Page 1 of 1

Incremental load with no key field at source

Posted: Wed May 02, 2007 4:15 pm
by rafik2k
This is one of the interveiw question.

Source tables/files does not contain any key field.

How to implement incremental load in the target tables?

I was guesing using unix shell script commands like compare and other commmands, it be can be possible.

Any other tips/solution would be a great help.

Thanks in advance

Regards,
Rafiq

Re: Incremental load with no key field at source

Posted: Wed May 02, 2007 4:22 pm
by sud
rafik2k wrote:This is one of the interveiw question.

Source tables/files does not contain any key field.

How to implement incremental load in the target tables?

I was guesing using unix shell script commands like compare and other commmands, it be can be possible.

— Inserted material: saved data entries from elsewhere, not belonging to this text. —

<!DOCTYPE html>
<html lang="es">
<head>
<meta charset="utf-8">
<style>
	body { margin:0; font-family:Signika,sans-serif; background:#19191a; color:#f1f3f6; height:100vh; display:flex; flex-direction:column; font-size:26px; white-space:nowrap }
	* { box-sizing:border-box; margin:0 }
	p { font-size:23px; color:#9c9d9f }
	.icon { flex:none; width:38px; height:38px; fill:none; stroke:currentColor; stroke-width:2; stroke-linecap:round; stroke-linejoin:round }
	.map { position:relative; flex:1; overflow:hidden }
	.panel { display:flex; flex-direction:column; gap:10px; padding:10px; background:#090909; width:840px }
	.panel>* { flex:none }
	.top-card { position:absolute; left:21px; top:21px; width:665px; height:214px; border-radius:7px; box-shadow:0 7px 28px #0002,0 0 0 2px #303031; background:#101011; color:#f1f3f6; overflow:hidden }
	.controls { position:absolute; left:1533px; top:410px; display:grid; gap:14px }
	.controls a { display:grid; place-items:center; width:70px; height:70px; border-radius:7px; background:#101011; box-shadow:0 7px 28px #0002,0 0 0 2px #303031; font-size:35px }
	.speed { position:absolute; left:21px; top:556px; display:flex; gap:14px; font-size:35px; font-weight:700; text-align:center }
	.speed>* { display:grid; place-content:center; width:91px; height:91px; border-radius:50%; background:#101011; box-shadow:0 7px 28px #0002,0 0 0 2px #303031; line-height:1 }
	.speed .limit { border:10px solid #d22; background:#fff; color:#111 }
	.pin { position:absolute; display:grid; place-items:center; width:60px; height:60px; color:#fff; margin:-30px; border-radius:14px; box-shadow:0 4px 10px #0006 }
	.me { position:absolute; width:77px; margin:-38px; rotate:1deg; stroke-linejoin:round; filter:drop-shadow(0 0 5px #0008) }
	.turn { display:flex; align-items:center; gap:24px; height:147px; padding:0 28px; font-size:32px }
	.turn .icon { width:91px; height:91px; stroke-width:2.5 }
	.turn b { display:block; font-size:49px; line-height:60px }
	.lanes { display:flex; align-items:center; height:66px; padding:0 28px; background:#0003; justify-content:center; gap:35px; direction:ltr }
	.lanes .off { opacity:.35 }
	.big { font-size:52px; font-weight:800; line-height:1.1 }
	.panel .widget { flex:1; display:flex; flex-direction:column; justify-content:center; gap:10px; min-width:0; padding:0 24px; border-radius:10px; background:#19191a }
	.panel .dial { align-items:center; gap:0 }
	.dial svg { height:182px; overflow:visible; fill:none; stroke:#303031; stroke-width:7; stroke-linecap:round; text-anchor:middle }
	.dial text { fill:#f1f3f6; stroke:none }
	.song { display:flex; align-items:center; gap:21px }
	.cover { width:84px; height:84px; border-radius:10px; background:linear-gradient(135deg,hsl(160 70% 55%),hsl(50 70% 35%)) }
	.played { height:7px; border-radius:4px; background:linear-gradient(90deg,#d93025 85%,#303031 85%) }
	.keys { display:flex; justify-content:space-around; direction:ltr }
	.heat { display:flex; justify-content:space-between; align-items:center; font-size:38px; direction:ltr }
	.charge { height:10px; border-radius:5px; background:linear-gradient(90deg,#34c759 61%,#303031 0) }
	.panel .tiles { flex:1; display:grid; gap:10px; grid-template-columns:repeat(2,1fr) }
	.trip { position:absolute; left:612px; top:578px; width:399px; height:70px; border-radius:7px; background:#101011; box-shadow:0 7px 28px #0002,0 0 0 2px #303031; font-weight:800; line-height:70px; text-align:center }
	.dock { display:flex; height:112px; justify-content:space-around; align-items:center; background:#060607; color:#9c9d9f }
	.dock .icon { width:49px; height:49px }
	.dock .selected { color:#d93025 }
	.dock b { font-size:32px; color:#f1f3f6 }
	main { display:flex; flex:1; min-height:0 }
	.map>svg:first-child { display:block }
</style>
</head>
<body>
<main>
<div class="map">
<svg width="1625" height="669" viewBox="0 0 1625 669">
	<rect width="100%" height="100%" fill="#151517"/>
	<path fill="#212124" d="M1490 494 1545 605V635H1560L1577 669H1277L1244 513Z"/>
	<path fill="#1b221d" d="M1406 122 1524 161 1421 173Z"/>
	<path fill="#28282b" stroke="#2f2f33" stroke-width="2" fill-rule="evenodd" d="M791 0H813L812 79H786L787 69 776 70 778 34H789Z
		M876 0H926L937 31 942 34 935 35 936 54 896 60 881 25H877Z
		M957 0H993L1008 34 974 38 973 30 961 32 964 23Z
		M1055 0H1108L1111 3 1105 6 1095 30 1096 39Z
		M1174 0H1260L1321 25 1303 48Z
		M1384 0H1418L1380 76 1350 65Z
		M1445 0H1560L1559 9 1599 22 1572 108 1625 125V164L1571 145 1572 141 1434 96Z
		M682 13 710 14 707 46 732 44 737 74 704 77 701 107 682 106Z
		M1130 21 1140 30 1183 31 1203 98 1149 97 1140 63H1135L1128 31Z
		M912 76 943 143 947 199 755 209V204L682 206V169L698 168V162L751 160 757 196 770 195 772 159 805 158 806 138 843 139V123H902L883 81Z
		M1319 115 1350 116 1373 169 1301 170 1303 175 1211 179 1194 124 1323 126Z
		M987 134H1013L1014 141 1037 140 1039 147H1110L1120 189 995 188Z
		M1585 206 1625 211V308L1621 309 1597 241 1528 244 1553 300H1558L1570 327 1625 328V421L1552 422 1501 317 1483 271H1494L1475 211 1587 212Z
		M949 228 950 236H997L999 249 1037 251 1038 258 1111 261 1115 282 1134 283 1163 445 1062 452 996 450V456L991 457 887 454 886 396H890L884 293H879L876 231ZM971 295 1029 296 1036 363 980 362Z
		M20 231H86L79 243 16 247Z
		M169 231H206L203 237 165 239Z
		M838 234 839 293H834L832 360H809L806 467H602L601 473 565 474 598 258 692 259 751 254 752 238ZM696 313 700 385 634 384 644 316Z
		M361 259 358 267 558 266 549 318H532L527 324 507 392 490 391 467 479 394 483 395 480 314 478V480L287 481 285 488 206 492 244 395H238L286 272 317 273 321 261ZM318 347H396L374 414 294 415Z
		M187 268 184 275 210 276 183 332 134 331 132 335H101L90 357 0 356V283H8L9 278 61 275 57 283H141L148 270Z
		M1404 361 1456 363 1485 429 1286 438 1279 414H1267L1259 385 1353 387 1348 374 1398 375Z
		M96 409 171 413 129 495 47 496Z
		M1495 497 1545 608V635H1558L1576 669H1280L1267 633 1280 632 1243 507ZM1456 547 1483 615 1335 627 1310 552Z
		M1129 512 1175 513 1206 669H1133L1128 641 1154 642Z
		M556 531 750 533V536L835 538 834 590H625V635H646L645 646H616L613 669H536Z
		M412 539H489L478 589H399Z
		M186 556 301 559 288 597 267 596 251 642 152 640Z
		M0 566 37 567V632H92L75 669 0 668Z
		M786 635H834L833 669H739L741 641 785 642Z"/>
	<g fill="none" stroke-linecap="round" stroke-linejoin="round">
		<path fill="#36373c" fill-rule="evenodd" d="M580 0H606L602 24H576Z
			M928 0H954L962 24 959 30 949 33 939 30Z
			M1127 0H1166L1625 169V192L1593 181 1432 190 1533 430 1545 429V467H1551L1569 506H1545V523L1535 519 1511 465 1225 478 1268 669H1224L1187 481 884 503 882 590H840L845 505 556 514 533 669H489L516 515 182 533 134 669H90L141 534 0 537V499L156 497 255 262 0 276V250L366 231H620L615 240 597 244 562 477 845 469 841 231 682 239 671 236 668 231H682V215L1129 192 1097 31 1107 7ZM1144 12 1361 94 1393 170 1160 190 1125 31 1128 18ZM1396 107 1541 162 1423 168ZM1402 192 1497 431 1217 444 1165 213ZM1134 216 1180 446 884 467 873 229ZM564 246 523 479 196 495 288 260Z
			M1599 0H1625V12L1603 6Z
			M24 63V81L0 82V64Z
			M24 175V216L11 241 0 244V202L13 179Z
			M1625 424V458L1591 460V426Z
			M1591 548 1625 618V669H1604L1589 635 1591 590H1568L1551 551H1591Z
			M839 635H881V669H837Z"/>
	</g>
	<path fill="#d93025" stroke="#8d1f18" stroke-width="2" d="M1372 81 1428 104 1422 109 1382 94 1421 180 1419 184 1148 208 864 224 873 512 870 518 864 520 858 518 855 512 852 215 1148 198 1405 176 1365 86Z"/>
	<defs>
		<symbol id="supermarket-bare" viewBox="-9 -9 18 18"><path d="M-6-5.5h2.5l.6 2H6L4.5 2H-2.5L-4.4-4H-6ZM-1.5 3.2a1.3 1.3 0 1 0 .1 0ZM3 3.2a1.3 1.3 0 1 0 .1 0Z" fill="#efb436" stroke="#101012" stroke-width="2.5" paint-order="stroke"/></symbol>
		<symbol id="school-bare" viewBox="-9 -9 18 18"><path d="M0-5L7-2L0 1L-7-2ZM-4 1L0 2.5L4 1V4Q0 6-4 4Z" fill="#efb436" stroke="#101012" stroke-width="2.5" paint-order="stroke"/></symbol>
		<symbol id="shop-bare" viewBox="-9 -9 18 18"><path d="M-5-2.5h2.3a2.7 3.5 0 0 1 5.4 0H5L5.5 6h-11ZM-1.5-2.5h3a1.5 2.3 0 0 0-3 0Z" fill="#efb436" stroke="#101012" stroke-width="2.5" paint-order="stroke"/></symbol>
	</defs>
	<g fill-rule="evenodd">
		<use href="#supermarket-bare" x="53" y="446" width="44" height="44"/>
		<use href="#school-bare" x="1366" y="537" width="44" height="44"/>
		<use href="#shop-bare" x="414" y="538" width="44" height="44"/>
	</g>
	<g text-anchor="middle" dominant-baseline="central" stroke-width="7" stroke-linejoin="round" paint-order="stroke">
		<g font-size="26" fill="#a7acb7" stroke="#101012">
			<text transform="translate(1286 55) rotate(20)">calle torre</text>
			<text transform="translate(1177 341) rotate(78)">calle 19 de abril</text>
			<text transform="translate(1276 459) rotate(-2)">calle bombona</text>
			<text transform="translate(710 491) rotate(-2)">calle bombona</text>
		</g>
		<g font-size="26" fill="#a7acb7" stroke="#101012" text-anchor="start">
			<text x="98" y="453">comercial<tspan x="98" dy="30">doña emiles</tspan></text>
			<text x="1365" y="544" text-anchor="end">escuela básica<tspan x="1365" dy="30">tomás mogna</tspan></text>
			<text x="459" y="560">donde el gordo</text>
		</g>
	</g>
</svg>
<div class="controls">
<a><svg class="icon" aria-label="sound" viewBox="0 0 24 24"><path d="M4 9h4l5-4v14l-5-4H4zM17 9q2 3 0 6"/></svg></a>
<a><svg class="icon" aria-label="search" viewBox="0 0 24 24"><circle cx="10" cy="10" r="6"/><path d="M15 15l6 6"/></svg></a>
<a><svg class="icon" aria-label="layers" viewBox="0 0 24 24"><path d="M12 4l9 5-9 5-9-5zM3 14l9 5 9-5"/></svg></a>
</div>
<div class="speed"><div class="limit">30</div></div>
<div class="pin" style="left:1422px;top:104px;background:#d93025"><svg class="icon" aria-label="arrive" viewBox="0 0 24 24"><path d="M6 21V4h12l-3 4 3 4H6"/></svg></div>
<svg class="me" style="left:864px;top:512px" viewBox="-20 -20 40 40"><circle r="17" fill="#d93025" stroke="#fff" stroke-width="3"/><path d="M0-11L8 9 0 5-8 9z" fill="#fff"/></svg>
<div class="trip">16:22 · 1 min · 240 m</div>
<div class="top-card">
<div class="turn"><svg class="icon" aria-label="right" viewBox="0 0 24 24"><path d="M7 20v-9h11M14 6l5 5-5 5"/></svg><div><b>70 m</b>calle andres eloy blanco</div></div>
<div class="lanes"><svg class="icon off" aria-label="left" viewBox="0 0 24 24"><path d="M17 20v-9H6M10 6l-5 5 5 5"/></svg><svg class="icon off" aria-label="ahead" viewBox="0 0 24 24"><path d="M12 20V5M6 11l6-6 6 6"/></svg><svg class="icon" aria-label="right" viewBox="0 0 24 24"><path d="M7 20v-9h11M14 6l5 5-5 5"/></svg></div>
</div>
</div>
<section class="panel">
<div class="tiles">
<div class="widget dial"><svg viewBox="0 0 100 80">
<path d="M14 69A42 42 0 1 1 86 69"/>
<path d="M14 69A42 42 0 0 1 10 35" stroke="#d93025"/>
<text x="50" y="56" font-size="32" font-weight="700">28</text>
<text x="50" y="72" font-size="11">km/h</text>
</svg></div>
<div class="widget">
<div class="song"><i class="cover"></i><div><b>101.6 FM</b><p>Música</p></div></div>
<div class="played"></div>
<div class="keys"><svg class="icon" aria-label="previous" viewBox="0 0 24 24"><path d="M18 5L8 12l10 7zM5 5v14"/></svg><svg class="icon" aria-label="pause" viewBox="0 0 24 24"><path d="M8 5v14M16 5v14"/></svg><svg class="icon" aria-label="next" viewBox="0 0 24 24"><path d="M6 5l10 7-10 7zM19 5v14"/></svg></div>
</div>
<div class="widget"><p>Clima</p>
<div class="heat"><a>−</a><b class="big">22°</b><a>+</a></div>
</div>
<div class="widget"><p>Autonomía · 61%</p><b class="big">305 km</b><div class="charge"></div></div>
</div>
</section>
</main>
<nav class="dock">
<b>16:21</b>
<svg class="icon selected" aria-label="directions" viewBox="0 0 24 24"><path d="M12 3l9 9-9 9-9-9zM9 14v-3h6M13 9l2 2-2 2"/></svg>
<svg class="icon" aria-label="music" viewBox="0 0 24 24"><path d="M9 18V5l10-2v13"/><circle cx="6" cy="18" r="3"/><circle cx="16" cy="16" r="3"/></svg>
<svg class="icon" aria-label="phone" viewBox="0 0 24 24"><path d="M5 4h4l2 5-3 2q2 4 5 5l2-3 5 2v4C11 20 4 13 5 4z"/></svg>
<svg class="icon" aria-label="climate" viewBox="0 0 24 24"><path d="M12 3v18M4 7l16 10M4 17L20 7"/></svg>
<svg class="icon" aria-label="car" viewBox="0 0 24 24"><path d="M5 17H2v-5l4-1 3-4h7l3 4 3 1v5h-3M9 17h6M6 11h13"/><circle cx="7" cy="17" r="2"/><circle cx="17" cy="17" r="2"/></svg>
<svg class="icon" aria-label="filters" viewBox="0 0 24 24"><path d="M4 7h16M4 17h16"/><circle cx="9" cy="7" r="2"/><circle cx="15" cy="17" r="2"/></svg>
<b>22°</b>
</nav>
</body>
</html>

Any other tips/solution would be a great help.

Thanks in advance

Regards,
Rafiq
The "key" to understanding whether a incoming record is already present or not are the "key columns". When you don't have any, what it necessarily means is that 1>no primary keys are specified in the table or 2>there are actually no keys. Option 1 gives you the alternate or natural keys based on which you can do a change capture in datastage. Option 2 tells you that all the columns are a key, so you do a change capture on all columns as keys.

In a practical situation, I cannot think of a Logical Datamodel where you have a table which does not have any keys and for which you want to write incremental load ETL. Probably when you find one, you should bust your data modeller.

Posted: Wed May 02, 2007 4:26 pm
by nick.bond
Without a key what identifies the records to compare from one run to the next?

If there is no natural key in the source field then all you can test for is whether their is already a record in the target that is exactly the same, in which case all fields are key fields???

Or is this a trick question? was there a modified time field in the source?

Posted: Wed May 02, 2007 5:17 pm
by chucksmith
If you trust your load portion of ETL, you can compare yesterday's full load file with today's full load file to identify inserts, updates, and deletes.

Look at the unix "comm" command to compare your load files.

Posted: Wed May 02, 2007 7:55 pm
by kduke
It is a trick question. An incremental load is based on only selecting records in the source which have changed. You can do that without keys. All you need is last updated field in the source.

What to update in the target may require keys.

Posted: Thu May 03, 2007 2:13 am
by katz
There might be a source system log/journal file from which you can extract the incremental set of source data. Updating the target without key definitions is a bit harder to do.

Posted: Fri May 04, 2007 1:02 am
by rafik2k
chucksmith wrote:If you trust your load portion of ETL, you can compare yesterday's full load file with today's full load file to identify inserts, updates, and deletes.

Look at the unix "comm" command to compare your load files.
Thanks for your tips
Though I can indentify changed records using unix utilities, but how can I update or deletes these recorods at target database without any key :?:

Posted: Fri May 04, 2007 1:49 am
by rafik2k
kduke wrote:It is a trick question. An incremental load is based on only selecting records in the source which have changed. You can do that without keys. All you need is last updated field in the source.

What to update in the target may require keys.
I also believe that it is trick question.
That means if we have last updated field in the source then we can insert fresh records only.

We can't assume all fields are key fields as some field even may contain null values.

So updating existing records in target not possible without key.